FC was measured in the central laboratory of Lille University Hospital, with a commercially available enzyme-linked immunoassay (ELISA) kit (EK-CAL, Bühlmann, Switzerland), according to the manufacturer instructions [12
]. FC levels are expressed as μg/g of feces, and the normal range is FC < 50 µg/g.
Blood samples were collected by venous puncture, and sera were stored at −80 °C until analysis. SC was measured in the central laboratory of Lille University Hospital, with a commercially available ELISA kit (EK-MRP8/14, Bühlmann, Switzerland), according to manufacturer instructions. SC levels are expressed as μg/mL of serum (normal value: <2 µg/mL; weakly positive: >2–4 µg/mL: and positive: >4 µg/mL). Serum CRP and other laboratory markers were routinely analyzed in each hospital laboratory (normal values ranged between 1 and 8 µg/mL).
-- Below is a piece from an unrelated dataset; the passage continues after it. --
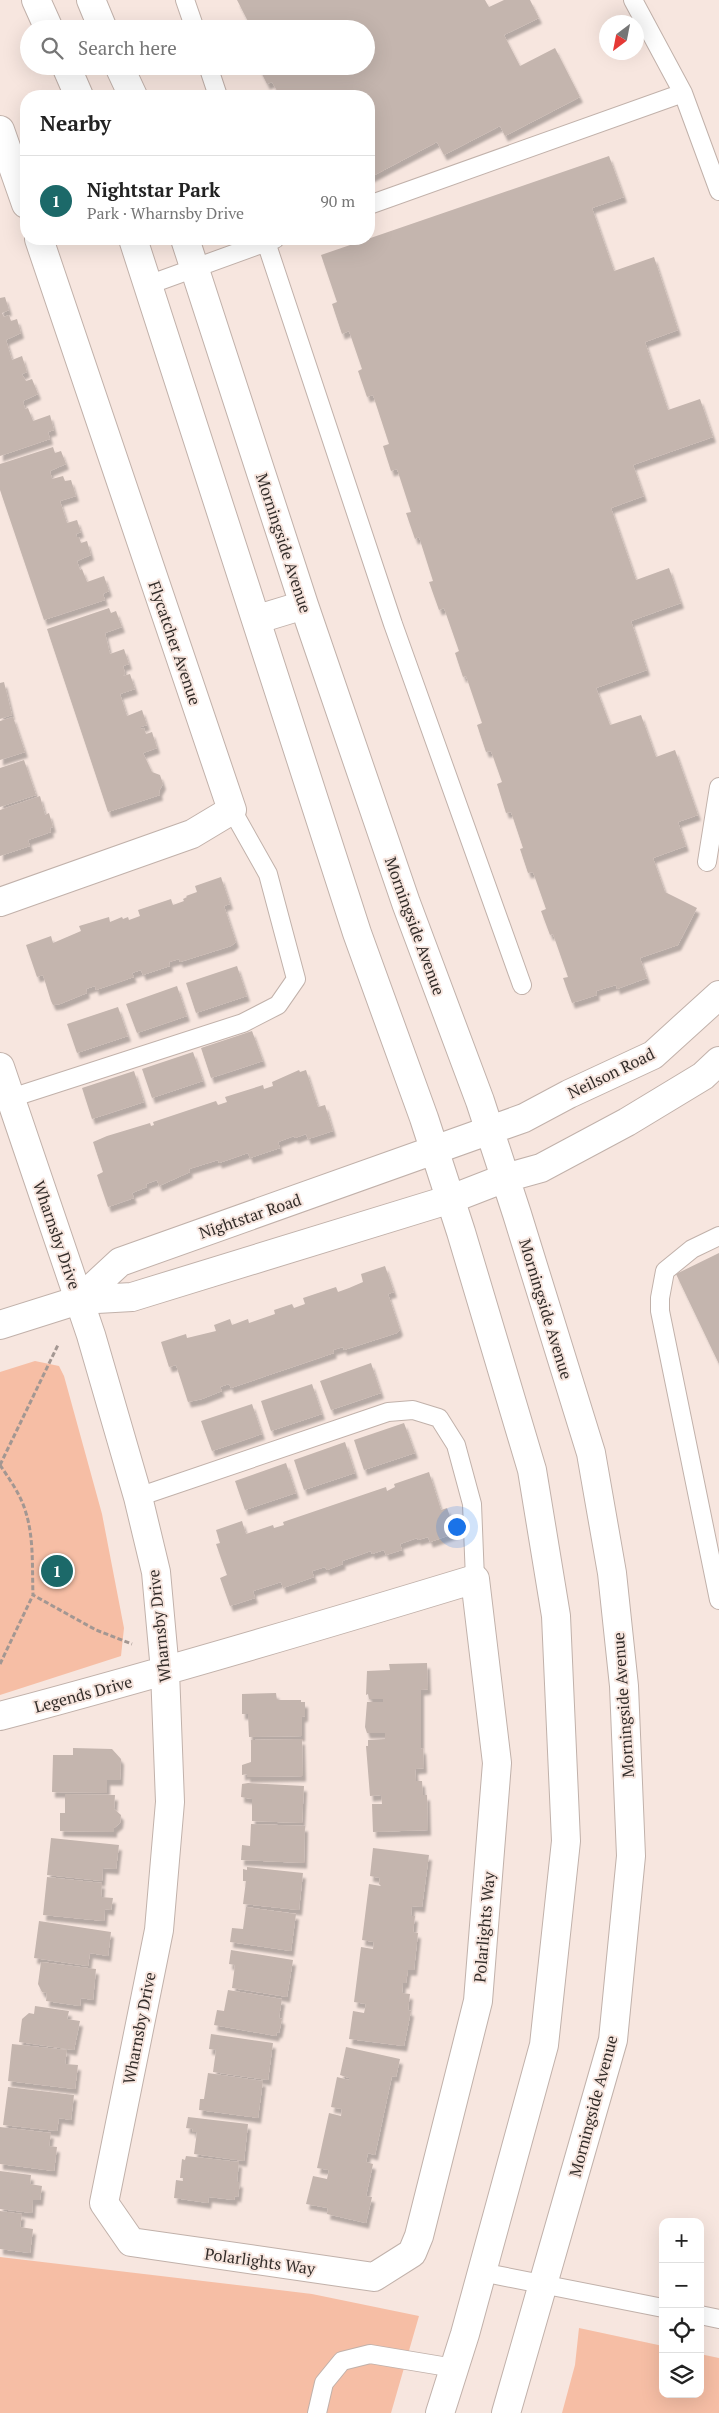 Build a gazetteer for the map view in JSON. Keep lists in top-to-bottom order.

Serum antibodies specific to P28GST were measured in all patients with ELISA kits, according to Riveau et al. [7
]. Results are presented as the individual titers at baseline and at 3 and 12 months after the first P28GST injection. Briefly, rSh28GST (10 µg/mL) was coated on 96 well plates (Nunc, Roskilde, Vaud, Denmark) for 2 h 30 min at 37 °C. Plates were blocked with phosphate-buffered saline containing 0.5% gelatin (Merck, Darmstadt, Hesse, Germany), then serial dilutions of individual sera were added and incubated overnight at 4 °C. Biotinylated monoclonal antibodies specific for different human Ig isotypes (BD Pharmingen) were added for 1 h 30 min at 37 °C. The dilutions were: 1/2000 for total IgG, 1/500 for IgE, and 1/3000 for IgA1/A2. Peroxidase-conjugated streptavidin (diluted 1/20,000; BD Pharmingen) was added for 30 min at 37 °C. Bound secondary antibodies to IgG, IgE, and IgA were quantified with the ABTS substrate (Sigma, Aldrich, Merck, Darmstadt, Germany). Optical densities were evaluated at 450 nm (Fluostar Omega, BMG). Titers were defined as the highest dilution to yield an absorbance two-fold above the negative control.
Cytokine levels in sera were measured with a Luminex assay, as recommended by the manufacturer (Bio-Techne, Minneapolis, MN, USA).
2.5. Statistical Analyses
Quantitative variables are expressed as the median (range). Baseline CDAI scores, SC levels, and CRP levels were compared to the 3- and 12-month post-treatment values with Wilcoxon signed-rank tests. The 3- and 12-month changes were expressed as the median % decrease from the baseline value. Statistical testing was performed at the 2-tailed α-level of 0.05. Data were analyzed with SAS software (version 9.4, SAS Institute Inc., Cary, NC, USA).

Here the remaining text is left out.